In [6], Kirk et al. proved the following result.

Theorem 4.1

Let (X, d) be a complete metric space and \((A_i)_{i=1}^p\) be a finite number of nonempty closed subsets of X. Let \(T: \bigcup _{i=1}^p A_i\rightarrow \bigcup _{i=1}^p A_i\) be a given mapping. Suppose that the following conditions are satisfied:

1. (i)

   \(TA_i\subseteq A_{i+1}\), for \(i=1,2,\ldots ,p\), with \(A_{p+1}=A_1\).

2. (ii)

   The mapping T satisfies a cyclic contraction; i.e., there exists some constant \(k\in (0,1)\) such that

   $$ d(Tx,Ty)\le k d(x,y),\quad (x,y)\in A_i\times A_{i+1},\, i=1,2,\ldots ,p. $$

Then

1. (I)

   \(\bigcap _{i=1}^p A_i\) is nonempty.

2. (II)

   T has a unique fixed point in \(\bigcap _{i=1}^p A_i\).

Observe that Banach contraction principle follows immediately from Theorem 4.1 by taking \(A_i=X\), for every \(i=1,2,\ldots ,p\). Observe also that (II) is an immediate consequence of (I) and Banach contraction principle. More precisely, if \(\bigcap _{i=1}^p A_i\) is nonempty, from (i), we have \(T\left( \bigcap _{i=1}^p A_i\right) \subseteq \bigcap _{i=1}^p A_i\). Moreover, from (ii), we have

$$ d(Tx,Ty)\le k d(x,y),\quad (x,y)\in \bigcap _{i=1}^p A_i\times \bigcap _{i=1}^p A_i. $$

Since \(A_i\) is closed for every \(i=1,2,\ldots ,p\), and (X, d) is complete, then \(\left( \bigcap _{i=1}^p A_i,d\right) \) is a complete metric space. Therefore, applying Banach contraction principle to the mapping \(T: \bigcap _{i=1}^p A_i\rightarrow \bigcap _{i=1}^p A_i\), (II) follows.

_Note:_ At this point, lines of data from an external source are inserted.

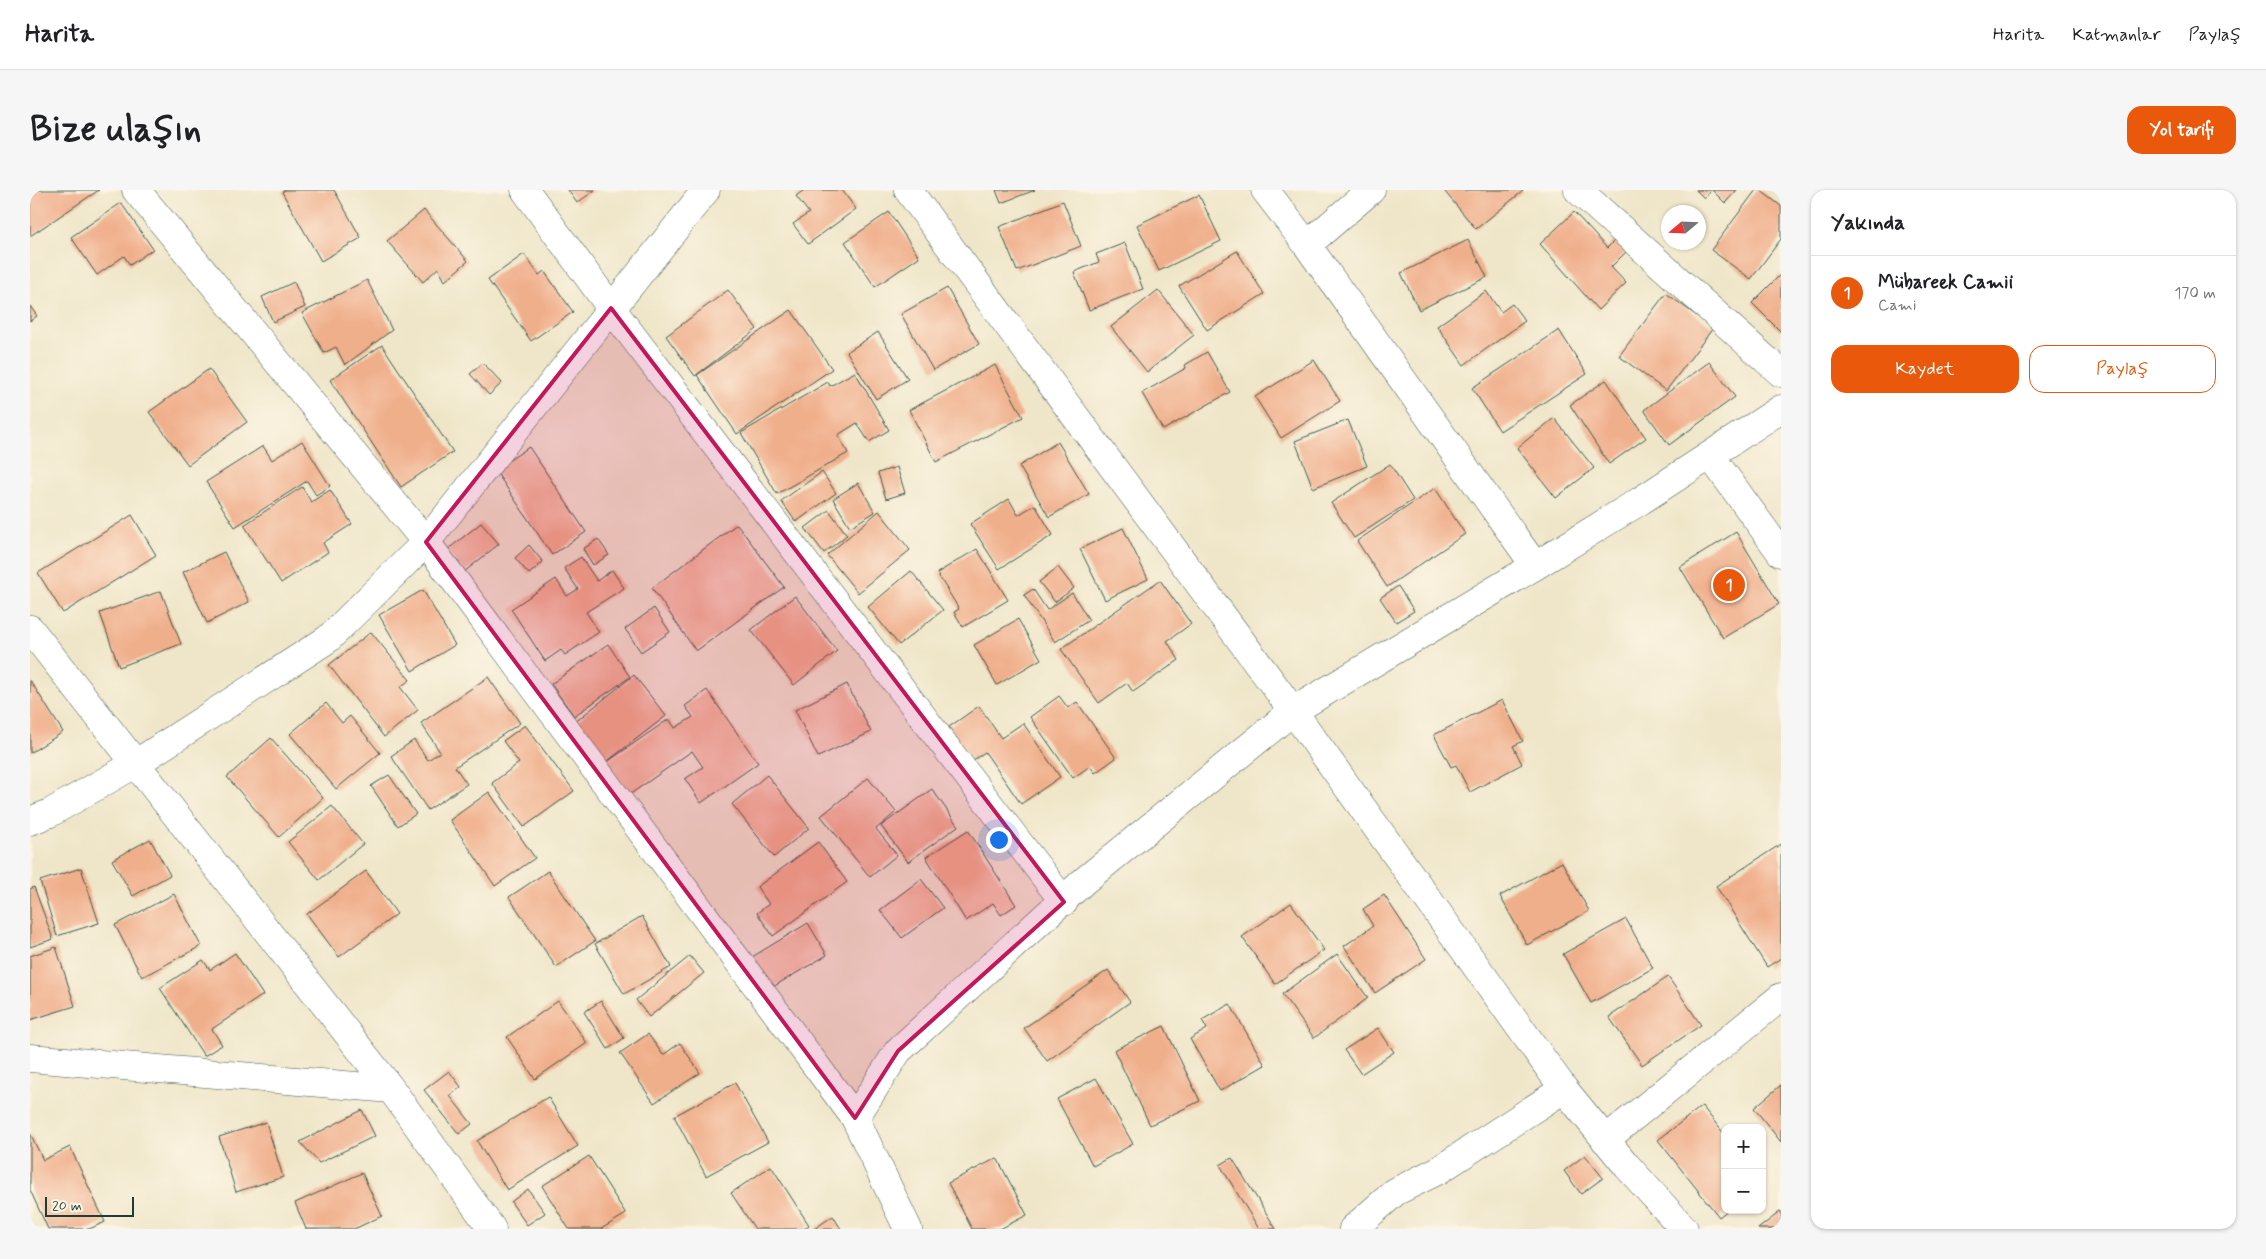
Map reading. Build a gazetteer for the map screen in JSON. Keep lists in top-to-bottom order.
{
  "scale_bar": "20 m",
  "north": "left",
  "page": {
    "header": "Harita",
    "nav": ["Harita", "Katmanlar", "Paylaş"],
    "buttons": [
      "Yol tarifi",
      ["Kaydet", "Paylaş"]
    ],
    "title": "Bize ulaşın",
    "heading": "Yakında",
    "list": [
      {
        "mark": "1",
        "name": "Mübareek Camii",
        "note": "Cami",
        "value": "170 m"
      }
    ],
    "pins": "1",
    "map_buttons": ["+", "−"],
    "scale": "20 m"
  }
}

In this chapter, we address the following question: Is it possible to obtain (I) and (II) of Theorem 4.1 without supposing that \(A_i\) is closed for every \(i=1,2,\ldots ,p\)? Observe that in this case, if \(\bigcap _{i=1}^p A_i\) is nonempty, we cannot obtain (II) via Banach contraction principle applied to the mapping \(T:\bigcap _{i=1}^p A_i \rightarrow \bigcap _{i=1}^p A_i\), since \(\bigcap _{i=1}^p A_i\) is not necessarily complete. We obtain an affirmative answer to the addressed question by supposing only that \(A_1\) is closed. Moreover, we consider mappings satisfying a \(\varphi \)-contraction, which is a contraction involving a (c)-comparison function \(\varphi : [0,\infty )\rightarrow [0,\infty )\). An example is provided to illustrate the obtained result. As applications, we give existence results to certain systems of functional equations.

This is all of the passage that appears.